• Problem requirements:
Of all the entries below, only the lines from the one with "c.lineWidth = 4.5;" up to and including the one with "M581 93 573 159 563 277H556L571 94Z" are to be duplicated exactly.

Segment Open

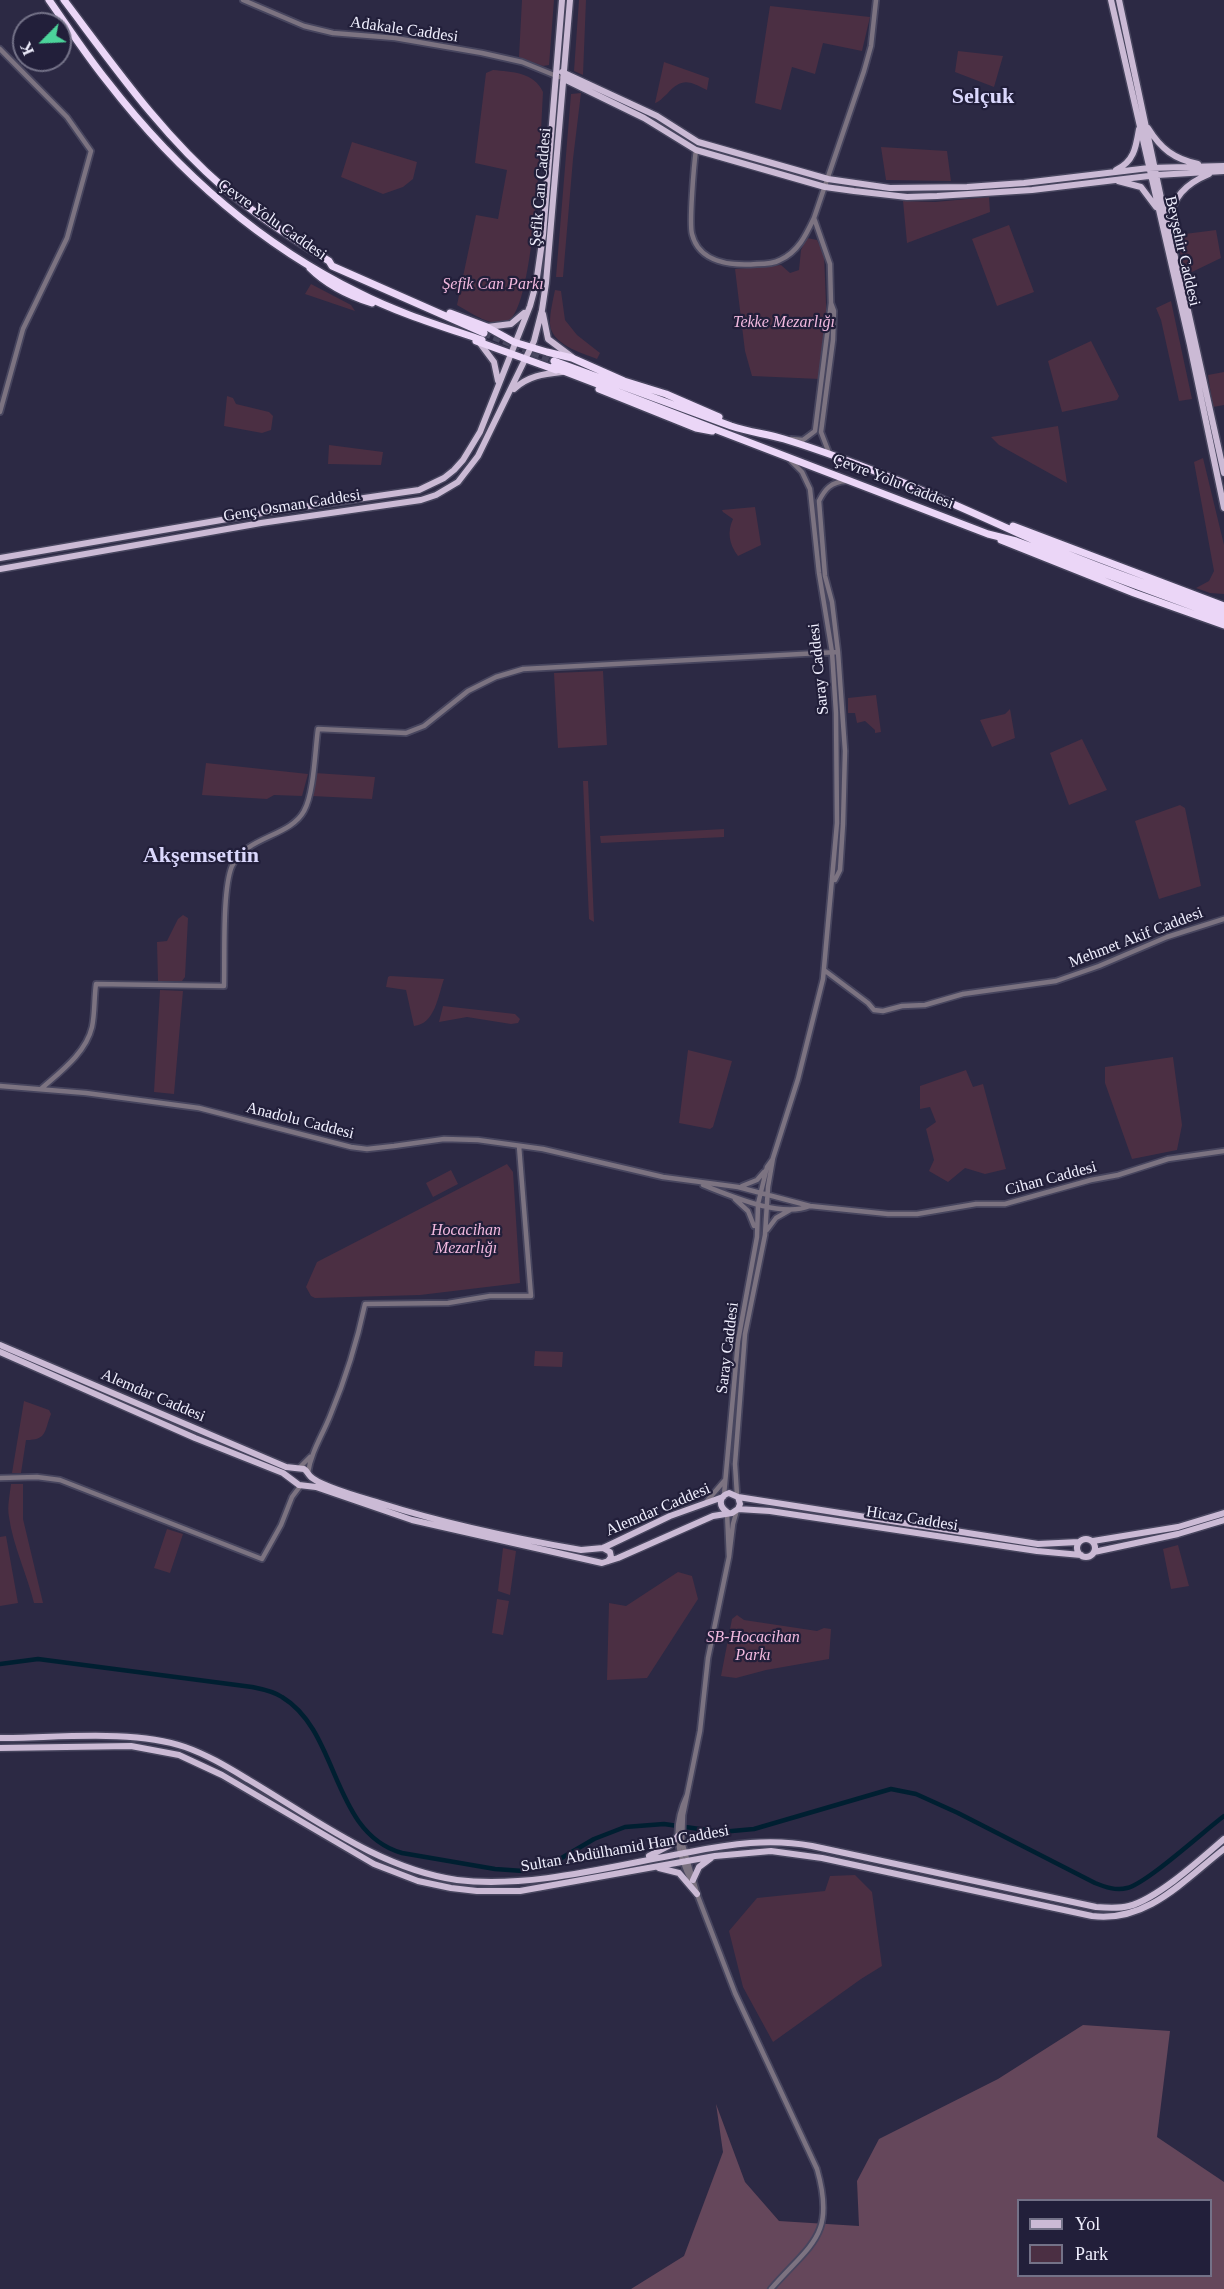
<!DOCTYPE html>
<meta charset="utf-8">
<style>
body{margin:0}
#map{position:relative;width:1224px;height:2289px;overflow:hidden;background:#2c2944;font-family:"Times New Roman",serif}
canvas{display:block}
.legend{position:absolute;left:1017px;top:2199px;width:195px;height:78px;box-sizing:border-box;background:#221f3a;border:2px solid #747288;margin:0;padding:8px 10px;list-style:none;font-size:18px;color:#f0effe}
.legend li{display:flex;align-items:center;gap:12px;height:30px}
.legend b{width:30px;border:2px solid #747288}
.north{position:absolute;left:12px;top:12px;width:60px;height:60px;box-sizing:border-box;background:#221f3a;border:2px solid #747288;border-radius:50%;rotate:246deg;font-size:16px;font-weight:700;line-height:24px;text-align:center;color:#f0effe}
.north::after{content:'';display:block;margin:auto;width:21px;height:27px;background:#4cd49b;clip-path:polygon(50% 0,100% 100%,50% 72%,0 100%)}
</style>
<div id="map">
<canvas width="1224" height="2289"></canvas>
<ul class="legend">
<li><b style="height:8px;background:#cbbad5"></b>Yol</li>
<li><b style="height:16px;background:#4b2f43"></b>Park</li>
</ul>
<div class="north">K</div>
</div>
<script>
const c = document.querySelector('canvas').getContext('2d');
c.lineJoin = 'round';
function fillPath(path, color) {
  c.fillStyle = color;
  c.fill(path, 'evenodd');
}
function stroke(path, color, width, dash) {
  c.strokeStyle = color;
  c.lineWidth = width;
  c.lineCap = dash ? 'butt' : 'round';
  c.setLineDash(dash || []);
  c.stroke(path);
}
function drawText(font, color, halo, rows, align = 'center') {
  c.font = font + ' "Times New Roman",serif';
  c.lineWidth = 4.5;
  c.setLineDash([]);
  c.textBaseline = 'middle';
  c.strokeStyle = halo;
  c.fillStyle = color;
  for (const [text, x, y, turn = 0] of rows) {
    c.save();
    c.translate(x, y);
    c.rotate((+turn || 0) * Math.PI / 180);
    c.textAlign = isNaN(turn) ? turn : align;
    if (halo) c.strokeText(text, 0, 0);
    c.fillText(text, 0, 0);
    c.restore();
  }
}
const green = new Path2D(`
 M522 0H554L549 65 543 66 519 57Z
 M579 0H586L583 75 574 71Z
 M770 6 870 17 862 51 823 43 815 74 792 67 781 110 755 103Z
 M958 51 1003 56 994 87 955 72Z
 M664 62 709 78 707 90C689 81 682 77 667 94 662 98 661 101 655 103Z
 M493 70C512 72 534 72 543 92 541 127 535 307 508 321 493 329 470 312 457 305L476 215 498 219 507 170 475 163 486 73Z
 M581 93 573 159 563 277H556L571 94Z
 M352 142 417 162 413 179 403 187 383 194 341 177Z
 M881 147 947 151 951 181 886 180Z
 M989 197 990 212 907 243 903 201 935 202Z
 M1009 225 1034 292 997 306 972 239Z
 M1216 230 1221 258 1192 272 1183 267 1177 235Z
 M807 238 817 240 824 254 827 328 820 379 752 376 745 351 735 269 781 265 790 273 799 270 801 250Z
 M311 284 351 305 355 311 305 294Z
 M555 290 561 291 565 320 577 335 600 353 597 359C582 353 550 344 550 323 550 312 553 300 555 290Z
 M1171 301 1192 399 1179 401 1161 320 1156 308Z
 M1091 341 1119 396 1117 400 1062 412 1048 361Z
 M1224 372V405L1213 407 1208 375Z
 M227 396 233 398 236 404 269 412 273 416 271 430 262 433 224 426Z
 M1058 426 1067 483 999 445 991 437Z
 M329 445 383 452 381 465 328 464Z
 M1203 458 1224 545V594L1210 593 1196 588 1209 581 1214 571 1194 462Z
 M755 507 761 545 738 556C729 544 727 532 733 519L723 512 722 510Z
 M603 671 607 745 558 748 554 673Z
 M876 695 881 732 875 733V730L865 721 857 723 855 713H848V698Z
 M1010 709 1015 738 992 747 980 720 1005 714Z
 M1082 739 1107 790 1069 805 1050 753Z
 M206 763 308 774 302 796 274 795 267 799 202 795Z
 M315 773 375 777 372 799 312 796Z
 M583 781H588L594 922 589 919Z
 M1180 805 1185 808 1201 886 1159 899 1135 821Z
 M724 829V837L601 843 600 836Z
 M183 915 188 918 185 977 182 981H158L157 942 167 941 178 919Z
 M390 976 444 979C438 996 435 1024 414 1026L406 990 386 987 388 977Z
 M160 990 183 991 174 1094 154 1092Z
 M443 1006 515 1014 520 1019 518 1023 511 1024 467 1017 439 1022Z
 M688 1050 732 1061 713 1127 710 1129 679 1123Z
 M1173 1057 1182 1125 1177 1150 1132 1159 1105 1083V1067Z
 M966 1070 973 1087 983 1084 1006 1169 985 1174 965 1168 948 1182 929 1171 934 1160 926 1129 936 1122 930 1107 920 1109V1086Z
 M507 1164 513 1172 520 1283 420 1295 315 1298 311 1296 306 1287 317 1262Z
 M451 1170 458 1184 433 1197 426 1183Z
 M535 1351 563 1352 562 1367 534 1366Z
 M24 1401 49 1410 51 1414C44 1432 47 1440 26 1440L21 1473H12Z
 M11 1484H23V1519L43 1603H34C27 1574 13 1546 9 1517 7 1506 10 1494 11 1484Z
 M167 1529 183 1534 170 1573 154 1568Z
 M6 1536 18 1603 0 1606V1537Z
 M1178 1545 1189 1586 1171 1589 1163 1549Z
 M503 1548 516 1551 510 1595 498 1591Z
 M678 1572 692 1576 698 1599 647 1678 607 1680 609 1603 626 1606Z
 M497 1599 509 1601 503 1635 492 1633Z
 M737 1615 744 1620 817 1631 824 1628 831 1629 829 1659 766 1670 736 1678 721 1676 732 1619Z
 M855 1875 872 1892 882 1966 861 1979 773 2042 743 1987 729 1931 757 1898 825 1891 830 1876Z`);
const forest = new Path2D(`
 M1083 2025 1170 2031 1157 2137 1224 2182V2289H631L684 2256 723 2152 716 2104 745 2182 779 2221 859 2226 857 2181 879 2139 998 2079ZM1018 2200H1210V2276H1018Z`);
const canal = new Path2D(`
 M0 1664 38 1659 252 1687C262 1689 273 1691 282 1697 340 1732 331 1833 402 1853L495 1869 523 1871 553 1863 594 1839 625 1827 664 1824 721 1832 754 1829 891 1789 916 1794 958 1813 1095 1883C1105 1887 1116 1891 1127 1888 1146 1884 1204 1831 1224 1816`);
const highwayTunnel = new Path2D(`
 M484 333 554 361`);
const minor = new Path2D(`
 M243 0 304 26 333 33 395 38 482 53 522 62 559 77
 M0 49 67 117 91 151 67 238 23 329 0 412
 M696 150C694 164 689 223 692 234 699 263 732 266 757 264 764 264 773 264 780 260 798 252 806 235 814 218
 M791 439 803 440 815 431 831 303
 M829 453 821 432 833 340 834 311 831 303 830 264 814 218 864 71 871 46 876 0
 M835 880 840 870 843 824 845 751 838 652 832 602 825 576 819 501C825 489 831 482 846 481
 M824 970 868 1003 874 1010 883 1011 902 1006 925 1005 963 994 1056 981 1099 966 1167 937 1224 919
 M0 1086 86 1093 199 1108 351 1147 367 1149 394 1146 444 1139 478 1140 543 1149 663 1177 738 1187 810 1206 888 1214H917L976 1204H1005L1091 1180 1118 1175 1168 1159 1224 1151
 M41 1089C60 1072 86 1053 92 1027 95 1013 94 998 96 984L224 986C225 957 222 890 232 866 246 836 290 837 304 811 314 794 315 750 318 729L406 733 424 726 468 691 496 677 523 669 838 652
 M703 1185C731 1196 780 1218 810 1206
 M742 1186 757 1180 764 1172
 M735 1199 748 1211 754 1226
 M767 1230 776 1218 790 1210
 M299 1468 310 1457
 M308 1473C311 1452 322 1436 330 1416 345 1380 357 1342 365 1304L448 1303 490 1296H531L519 1146
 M0 1478 37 1477 60 1480 262 1559 281 1525 292 1497 301 1485
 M724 1495 738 1341 757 1237 758 1204 767 1167 772 1160
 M737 1495 735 1464 745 1334 765 1235 768 1187 773 1158 798 1079 823 979 837 823 836 713 832 652 819 573 810 489 802 472 791 461
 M707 1501 725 1480
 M727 1512 729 1557 733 1524 737 1510
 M687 1795C672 1827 676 1852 692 1883
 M697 1893 682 1842 683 1815 700 1731 708 1658 729 1557
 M697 1894 735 1993 817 2169C836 2236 811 2243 771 2289`);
const major = new Path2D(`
 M1111 0 1190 345 1224 508
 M1119 0 1167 226 1183 288 1224 473
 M562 72 657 116 698 142 828 179 890 188 967 187 1024 183 1149 168 1224 166
 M564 79 644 118 696 150 825 187 854 191 907 197 937 196 1032 190 1157 175 1224 171
 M1148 128C1161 149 1174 159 1198 164
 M1116 170C1134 162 1136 147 1139 129
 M1118 181 1141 187 1156 207
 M1168 223C1173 197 1185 184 1209 174
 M543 314 548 339 572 357
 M487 327 511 324 524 313
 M479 342 494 362 498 381
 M514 389C528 376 543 374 562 372
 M0 558 268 512 419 490 444 478 454 470 463 460 480 432 530 306 536 284 543 235 562 0
 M0 569 261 523 421 500 436 495 458 482 478 456 534 341 542 310 546 283 570 0
 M0 1345 286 1467 304 1469C307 1471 308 1474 310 1476 320 1487 367 1499 383 1504 449 1525 513 1538 581 1550L603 1548 670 1516 723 1497
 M0 1352 195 1438 283 1473 299 1485 316 1487 412 1520 602 1563 618 1558 713 1516 732 1513 738 1509 770 1511 1037 1551 1081 1555
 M738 1497 1038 1544 1079 1542
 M727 1512C718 1506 719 1496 729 1493L738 1497 740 1504 738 1509
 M1077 1548a9 9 0 1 1 18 0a9 9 0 1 1-18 0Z
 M1093 1541 1178 1527 1224 1513
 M603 1548 610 1552 611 1557 608 1561
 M1094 1552 1178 1534 1224 1520
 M0 1738C56 1738 132 1729 185 1747 208 1755 229 1768 249 1780 315 1819 380 1869 457 1880 531 1889 616 1865 690 1852 730 1844 770 1838 812 1846L1096 1907C1107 1908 1118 1909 1129 1906 1157 1899 1201 1859 1224 1839
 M0 1748 131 1746 179 1755 222 1775 374 1864 418 1881 451 1888 477 1891H520L715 1856 771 1851 822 1858 1092 1916C1147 1923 1184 1880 1224 1849
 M649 1856 670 1845 678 1836
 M659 1868 679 1873 697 1894
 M693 1880 699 1867 711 1858`);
const highway = new Path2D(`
 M49 0C68 27 86 55 107 81 175 169 259 244 359 293 398 313 441 326 482 340
 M64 0C114 66 161 134 224 188 257 216 293 239 329 261L332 266 484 333
 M310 268C327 285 350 296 372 303
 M450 313 487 327 514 342 547 352 572 358 624 381 666 394 719 417
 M476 341 556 370
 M554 361 731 426C749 432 767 434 784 439 865 464 943 499 1020 534 1086 564 1156 587 1224 612
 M553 367 988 534 1016 541 1224 618
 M599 389 696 428 712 431
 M1013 526 1224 606
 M1001 540 1134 593 1224 625`);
const streetNames = [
 ["Adakale Caddesi",404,30,8],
 ["Şefik Can Caddesi",541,187,-85],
 ["Çevre Yolu Caddesi",272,220,35],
 ["Beyşehir Caddesi",1182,251,77],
 ["Çevre Yolu Caddesi",893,482,21],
 ["Genç Osman Caddesi",292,506,-9],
 ["Saray Caddesi",819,669,-96],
 ["Mehmet Akif Caddesi",1136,938,-21],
 ["Anadolu Caddesi",300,1121,14],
 ["Cihan Caddesi",1051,1179,-15],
 ["Saray Caddesi",728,1348,-83],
 ["Alemdar Caddesi",153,1396,23],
 ["Alemdar Caddesi",658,1510,-23],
 ["Hicaz Caddesi",912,1519,9],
 ["Sultan Abdülhamid Han Caddesi",625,1849,-10]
];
const parkNames = [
 ["Şefik Can Parkı",493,285],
 ["Tekke Mezarlığı",784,323],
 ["Hocacihan",466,1231],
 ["Mezarlığı",466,1249],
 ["SB-Hocacihan",753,1638],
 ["Parkı",753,1656]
];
const districtNames = [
 ["Selçuk",983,97],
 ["Akşemsettin",201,856]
];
fillPath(green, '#4b2f43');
fillPath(forest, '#65475b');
stroke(canal, '#001f31', 4.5);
stroke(highwayTunnel, '#494760', 7, [7, 3.5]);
stroke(minor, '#47455e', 8);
stroke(major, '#47455e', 9);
stroke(highway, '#47455e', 10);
stroke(minor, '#7c7381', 4.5);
stroke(major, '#cbbad5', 6);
stroke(highway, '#ebd6f7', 7);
drawText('16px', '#f0effe', '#221f3a', streetNames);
drawText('italic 16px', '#f2b9df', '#221f3a', parkNames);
drawText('bold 22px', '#dad7fc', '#221f3a', districtNames);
</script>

Segment Closed

• Written solution:
  c.lineWidth = 4.5;
  c.setLineDash([]);
  c.textBaseline = 'middle';
  c.strokeStyle = halo;
  c.fillStyle = color;
  for (const [text, x, y, turn = 0] of rows) {
    c.save();
    c.translate(x, y);
    c.rotate((+turn || 0) * Math.PI / 180);
    c.textAlign = isNaN(turn) ? turn : align;
    if (halo) c.strokeText(text, 0, 0);
    c.fillText(text, 0, 0);
    c.restore();
  }
}
const green = new Path2D(`
 M522 0H554L549 65 543 66 519 57Z
 M579 0H586L583 75 574 71Z
 M770 6 870 17 862 51 823 43 815 74 792 67 781 110 755 103Z
 M958 51 1003 56 994 87 955 72Z
 M664 62 709 78 707 90C689 81 682 77 667 94 662 98 661 101 655 103Z
 M493 70C512 72 534 72 543 92 541 127 535 307 508 321 493 329 470 312 457 305L476 215 498 219 507 170 475 163 486 73Z
 M581 93 573 159 563 277H556L571 94Z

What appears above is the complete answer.